In the spring of 2014, the Norwegian Knowledge Centre for the Health Services conducted an in house inquiry on how the centre involves users in projects. This was partly done in order to prepare the future strategy. The management team found the response interesting, and would like to share it with you.

The examples are presented in the order of appearance in a project – either in the ordering phase, the planning phase, the execution phase or the delivery phase. This way, it becomes clearer to us where in the work process that the knowledge centre will gain from more user orientation.

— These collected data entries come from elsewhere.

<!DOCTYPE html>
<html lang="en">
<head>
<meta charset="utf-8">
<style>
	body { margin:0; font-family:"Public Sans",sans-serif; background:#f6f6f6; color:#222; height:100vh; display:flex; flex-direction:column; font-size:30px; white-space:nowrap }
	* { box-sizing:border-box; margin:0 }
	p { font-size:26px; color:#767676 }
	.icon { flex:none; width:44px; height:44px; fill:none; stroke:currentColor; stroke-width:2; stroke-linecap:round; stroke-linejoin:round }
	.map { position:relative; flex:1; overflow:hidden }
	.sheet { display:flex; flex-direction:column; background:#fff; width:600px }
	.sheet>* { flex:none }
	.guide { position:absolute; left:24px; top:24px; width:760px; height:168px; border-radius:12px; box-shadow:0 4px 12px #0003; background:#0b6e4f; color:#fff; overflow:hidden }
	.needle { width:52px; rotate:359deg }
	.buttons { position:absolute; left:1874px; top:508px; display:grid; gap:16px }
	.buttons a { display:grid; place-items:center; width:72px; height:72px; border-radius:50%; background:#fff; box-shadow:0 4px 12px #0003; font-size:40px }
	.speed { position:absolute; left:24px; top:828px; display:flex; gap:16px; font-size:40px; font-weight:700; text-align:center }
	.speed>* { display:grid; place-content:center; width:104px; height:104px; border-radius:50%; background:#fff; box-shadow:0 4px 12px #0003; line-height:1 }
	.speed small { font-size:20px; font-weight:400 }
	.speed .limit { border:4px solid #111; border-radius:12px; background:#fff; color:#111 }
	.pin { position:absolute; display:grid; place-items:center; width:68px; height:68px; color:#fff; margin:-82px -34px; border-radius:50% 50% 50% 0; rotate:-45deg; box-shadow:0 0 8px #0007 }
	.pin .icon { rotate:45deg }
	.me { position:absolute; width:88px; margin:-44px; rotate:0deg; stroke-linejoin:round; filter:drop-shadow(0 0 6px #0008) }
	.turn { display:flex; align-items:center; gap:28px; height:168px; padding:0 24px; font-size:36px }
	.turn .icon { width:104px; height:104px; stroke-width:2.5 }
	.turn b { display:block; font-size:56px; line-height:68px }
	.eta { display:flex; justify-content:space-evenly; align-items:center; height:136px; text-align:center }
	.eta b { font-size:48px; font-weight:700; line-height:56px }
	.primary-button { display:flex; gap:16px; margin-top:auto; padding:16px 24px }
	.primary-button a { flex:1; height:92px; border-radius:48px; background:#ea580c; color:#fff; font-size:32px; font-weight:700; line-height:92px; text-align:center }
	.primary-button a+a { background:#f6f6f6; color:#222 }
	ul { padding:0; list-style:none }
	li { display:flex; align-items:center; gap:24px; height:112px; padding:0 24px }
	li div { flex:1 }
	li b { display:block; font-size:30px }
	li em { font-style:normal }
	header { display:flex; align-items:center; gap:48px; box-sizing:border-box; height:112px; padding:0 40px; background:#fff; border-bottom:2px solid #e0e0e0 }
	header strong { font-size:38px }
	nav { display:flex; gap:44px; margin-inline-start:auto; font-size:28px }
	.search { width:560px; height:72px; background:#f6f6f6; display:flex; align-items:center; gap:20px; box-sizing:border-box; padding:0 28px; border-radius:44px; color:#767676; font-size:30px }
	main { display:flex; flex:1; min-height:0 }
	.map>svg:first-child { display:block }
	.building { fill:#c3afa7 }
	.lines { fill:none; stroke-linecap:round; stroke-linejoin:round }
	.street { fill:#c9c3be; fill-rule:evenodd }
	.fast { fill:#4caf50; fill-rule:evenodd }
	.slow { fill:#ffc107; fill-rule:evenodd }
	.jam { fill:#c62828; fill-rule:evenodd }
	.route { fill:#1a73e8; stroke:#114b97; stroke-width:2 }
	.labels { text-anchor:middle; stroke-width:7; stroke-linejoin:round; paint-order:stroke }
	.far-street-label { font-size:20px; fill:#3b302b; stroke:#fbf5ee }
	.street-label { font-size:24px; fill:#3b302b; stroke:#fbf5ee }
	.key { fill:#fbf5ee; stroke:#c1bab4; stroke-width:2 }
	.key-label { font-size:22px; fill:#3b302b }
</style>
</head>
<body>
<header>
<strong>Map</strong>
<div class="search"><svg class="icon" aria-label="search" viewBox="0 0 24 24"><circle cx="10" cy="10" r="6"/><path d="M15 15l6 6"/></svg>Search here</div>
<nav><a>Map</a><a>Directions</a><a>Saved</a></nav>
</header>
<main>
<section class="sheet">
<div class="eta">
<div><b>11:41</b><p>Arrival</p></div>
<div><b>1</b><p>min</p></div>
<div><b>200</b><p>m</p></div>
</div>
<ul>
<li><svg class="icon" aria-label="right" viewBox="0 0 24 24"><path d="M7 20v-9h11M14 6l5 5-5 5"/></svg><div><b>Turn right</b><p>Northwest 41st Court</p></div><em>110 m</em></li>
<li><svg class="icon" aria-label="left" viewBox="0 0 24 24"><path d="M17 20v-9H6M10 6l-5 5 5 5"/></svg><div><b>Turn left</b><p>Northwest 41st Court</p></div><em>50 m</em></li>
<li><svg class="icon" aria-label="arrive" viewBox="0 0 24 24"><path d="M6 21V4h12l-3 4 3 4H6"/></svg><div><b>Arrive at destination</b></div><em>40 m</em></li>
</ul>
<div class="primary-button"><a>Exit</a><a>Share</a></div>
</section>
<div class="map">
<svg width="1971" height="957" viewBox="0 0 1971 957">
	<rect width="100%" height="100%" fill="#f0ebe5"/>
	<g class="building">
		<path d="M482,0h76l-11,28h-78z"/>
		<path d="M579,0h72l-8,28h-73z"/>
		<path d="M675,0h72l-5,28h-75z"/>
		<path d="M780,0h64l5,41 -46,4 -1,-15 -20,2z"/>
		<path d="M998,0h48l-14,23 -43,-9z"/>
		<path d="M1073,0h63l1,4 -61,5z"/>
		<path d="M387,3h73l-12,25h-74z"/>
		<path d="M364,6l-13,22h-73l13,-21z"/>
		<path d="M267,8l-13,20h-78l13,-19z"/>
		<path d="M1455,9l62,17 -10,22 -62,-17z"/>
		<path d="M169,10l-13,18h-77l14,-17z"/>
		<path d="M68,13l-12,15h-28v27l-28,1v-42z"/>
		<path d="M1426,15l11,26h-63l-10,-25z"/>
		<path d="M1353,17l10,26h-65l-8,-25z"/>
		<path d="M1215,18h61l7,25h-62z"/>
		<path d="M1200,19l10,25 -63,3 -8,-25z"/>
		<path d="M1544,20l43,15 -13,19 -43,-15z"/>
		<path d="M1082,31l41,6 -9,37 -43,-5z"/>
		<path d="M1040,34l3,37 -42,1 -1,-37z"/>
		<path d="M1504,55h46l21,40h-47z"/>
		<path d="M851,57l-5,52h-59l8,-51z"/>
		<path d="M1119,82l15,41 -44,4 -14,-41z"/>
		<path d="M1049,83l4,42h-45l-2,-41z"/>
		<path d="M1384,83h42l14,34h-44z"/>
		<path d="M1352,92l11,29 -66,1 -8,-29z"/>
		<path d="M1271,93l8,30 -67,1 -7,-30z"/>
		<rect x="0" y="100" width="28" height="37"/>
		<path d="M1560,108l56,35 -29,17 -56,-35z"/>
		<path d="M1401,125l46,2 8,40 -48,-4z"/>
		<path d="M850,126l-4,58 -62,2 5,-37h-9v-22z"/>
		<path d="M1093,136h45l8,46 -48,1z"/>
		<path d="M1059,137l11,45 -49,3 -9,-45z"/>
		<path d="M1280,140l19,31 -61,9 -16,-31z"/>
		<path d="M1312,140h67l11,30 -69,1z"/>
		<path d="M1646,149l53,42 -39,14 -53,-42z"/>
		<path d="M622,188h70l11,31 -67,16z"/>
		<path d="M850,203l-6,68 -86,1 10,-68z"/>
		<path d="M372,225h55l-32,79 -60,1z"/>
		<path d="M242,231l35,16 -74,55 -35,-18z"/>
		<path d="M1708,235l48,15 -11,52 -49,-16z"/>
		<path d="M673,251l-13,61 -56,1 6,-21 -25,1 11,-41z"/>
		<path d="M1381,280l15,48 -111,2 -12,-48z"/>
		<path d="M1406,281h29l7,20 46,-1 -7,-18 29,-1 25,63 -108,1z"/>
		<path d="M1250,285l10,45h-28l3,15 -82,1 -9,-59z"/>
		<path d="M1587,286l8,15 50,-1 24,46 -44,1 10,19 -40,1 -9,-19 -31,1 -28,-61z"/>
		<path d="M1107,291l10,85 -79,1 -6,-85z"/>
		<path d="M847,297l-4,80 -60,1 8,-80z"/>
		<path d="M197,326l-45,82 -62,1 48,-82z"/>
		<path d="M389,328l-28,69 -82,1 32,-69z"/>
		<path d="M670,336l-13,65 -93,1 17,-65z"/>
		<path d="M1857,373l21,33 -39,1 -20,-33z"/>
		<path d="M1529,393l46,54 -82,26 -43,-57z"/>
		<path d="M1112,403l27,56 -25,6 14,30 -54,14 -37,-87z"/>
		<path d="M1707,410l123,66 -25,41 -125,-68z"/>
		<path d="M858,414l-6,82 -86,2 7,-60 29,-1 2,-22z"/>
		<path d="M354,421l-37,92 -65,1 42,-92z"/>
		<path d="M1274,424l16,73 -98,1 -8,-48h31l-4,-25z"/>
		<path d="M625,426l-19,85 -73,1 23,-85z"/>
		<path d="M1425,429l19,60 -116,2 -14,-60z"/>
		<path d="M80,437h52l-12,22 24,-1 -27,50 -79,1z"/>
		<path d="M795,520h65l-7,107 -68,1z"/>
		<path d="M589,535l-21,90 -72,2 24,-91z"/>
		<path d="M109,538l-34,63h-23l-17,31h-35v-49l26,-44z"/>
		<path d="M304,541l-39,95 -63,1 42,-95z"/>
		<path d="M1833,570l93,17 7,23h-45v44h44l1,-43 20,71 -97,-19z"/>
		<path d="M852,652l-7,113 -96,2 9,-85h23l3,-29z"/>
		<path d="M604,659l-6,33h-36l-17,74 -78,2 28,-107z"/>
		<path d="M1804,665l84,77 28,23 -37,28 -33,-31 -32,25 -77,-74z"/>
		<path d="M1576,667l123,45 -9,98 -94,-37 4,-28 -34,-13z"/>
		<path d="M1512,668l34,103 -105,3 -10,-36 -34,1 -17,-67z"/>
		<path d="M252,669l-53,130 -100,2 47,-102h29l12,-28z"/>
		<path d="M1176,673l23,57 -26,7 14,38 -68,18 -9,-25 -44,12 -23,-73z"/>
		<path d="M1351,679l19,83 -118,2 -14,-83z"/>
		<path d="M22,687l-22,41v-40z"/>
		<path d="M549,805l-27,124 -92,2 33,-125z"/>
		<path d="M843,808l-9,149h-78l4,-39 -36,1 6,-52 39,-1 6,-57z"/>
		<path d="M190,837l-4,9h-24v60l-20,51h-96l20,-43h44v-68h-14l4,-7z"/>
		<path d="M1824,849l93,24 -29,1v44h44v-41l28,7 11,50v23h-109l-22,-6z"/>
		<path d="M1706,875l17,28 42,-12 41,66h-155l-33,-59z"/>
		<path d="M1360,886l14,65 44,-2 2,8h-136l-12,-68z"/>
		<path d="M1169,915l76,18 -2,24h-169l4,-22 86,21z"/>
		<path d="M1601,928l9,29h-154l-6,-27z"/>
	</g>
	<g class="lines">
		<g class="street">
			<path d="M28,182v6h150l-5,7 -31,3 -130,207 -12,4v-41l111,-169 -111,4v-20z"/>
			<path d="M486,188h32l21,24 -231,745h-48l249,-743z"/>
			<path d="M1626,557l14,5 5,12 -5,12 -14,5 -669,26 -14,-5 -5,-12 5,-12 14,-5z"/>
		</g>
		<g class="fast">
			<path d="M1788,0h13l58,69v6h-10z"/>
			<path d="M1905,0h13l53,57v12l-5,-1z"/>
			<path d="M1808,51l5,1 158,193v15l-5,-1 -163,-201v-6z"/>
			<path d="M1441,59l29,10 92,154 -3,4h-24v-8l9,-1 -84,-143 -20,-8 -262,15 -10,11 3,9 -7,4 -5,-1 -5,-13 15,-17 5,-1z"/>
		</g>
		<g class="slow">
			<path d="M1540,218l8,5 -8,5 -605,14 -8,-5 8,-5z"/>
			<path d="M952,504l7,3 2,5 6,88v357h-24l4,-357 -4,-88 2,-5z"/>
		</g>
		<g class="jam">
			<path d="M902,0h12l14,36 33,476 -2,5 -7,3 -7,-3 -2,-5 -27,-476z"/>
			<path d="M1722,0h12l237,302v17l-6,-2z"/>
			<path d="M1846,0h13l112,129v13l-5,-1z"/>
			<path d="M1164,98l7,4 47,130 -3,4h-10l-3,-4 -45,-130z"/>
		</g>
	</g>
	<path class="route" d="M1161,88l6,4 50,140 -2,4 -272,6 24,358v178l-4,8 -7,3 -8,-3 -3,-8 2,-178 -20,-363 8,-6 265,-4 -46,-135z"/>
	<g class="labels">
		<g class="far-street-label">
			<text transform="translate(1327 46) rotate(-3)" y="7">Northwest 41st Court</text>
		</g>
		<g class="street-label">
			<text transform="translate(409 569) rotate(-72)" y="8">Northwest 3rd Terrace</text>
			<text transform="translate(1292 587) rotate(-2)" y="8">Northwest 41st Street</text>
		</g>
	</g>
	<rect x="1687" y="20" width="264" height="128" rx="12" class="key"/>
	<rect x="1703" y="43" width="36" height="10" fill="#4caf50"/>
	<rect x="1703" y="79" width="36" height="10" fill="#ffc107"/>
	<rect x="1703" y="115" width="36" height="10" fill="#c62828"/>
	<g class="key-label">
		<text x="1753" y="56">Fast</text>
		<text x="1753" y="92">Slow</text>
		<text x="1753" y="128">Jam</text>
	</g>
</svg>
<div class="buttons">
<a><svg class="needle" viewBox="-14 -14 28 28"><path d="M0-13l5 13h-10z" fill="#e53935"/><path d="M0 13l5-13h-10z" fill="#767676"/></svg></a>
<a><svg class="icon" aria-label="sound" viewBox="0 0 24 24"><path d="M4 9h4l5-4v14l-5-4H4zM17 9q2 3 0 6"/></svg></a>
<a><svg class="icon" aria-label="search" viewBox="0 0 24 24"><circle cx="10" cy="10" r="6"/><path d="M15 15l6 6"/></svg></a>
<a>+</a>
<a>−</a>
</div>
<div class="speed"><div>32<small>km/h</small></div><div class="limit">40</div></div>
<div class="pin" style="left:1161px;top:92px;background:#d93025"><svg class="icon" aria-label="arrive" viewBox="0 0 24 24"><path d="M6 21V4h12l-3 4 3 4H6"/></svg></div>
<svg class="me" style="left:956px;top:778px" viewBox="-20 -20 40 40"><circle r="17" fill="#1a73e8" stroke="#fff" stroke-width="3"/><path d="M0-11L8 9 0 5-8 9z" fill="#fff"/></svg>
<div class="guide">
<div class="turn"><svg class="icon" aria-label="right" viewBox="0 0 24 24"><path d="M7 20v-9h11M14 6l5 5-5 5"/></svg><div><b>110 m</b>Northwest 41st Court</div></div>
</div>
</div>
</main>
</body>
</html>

  • The knowledge centre has an open process for systematic review proposals. Anyone may submit a proposal, get it considered and follow the priority decisions via the website. This is the only work area where the centre has made possible direct input from the public. 
  • In the planning phase, there are relatively few projects that apply user involvement, directly or indirectly. The centre is preparing a web solution that allows a kind of public consultation for selected project plans for a limited time on our website kunnskapssenteret.no.
  • In the implementation phase of projects, the practice varies greatly, At one end of the scale, we have user representatives participating in the work procedure of the National Council for Priority Setting in Health Care. At the other end, there is absence of direct patient involvement in the strict sense in testing and adaptation of proposed quality indicators for the specialist health services.
  • In the final phase of a project, users are sometimes asked to read the draft report to check whether the text is relevant and understandable. The centre should include users earlier in the work process to test whether outcome measures are relevant to them.
  • When a project is finished, the documentation is published as a report or a memo on www.nokc.no, and mentioned in the electronic newsletter. The report presents key findings in one page, avoiding difficult technical terms.
  • The results from the national user experience surveys are published at the website frittsykehusvalg.no in a convenient format for users.
  • The quality indicators − survival 30 days after hospitalisation; heart attack; stroke and hip fracture − are published at the Norwegian public health portal helsenorge.no.
  • The knowledge centre will  consider bringing users to the panel more often when launching seminars for new reports.
  • The knowledge centre will update internal project manuals, guides and templates to ensure more user-centred work processes.
  • The knowledge centre provides an annual weeklong course in knowledge management. Since 2013 the course has been adapted for user representatives. This is a way to educate future participants to be active knowledge managers.
  • The knowledge centre has advocated nationally for patient involvement in research.
     

After this survey was conducted, the user perspective is selected as one of five priority areas in the Knowledge Centre’s strategic plan for 2015−17.

To what extent the ideas will be followed up in 2015, will be clarified during the work with this year's operating plan.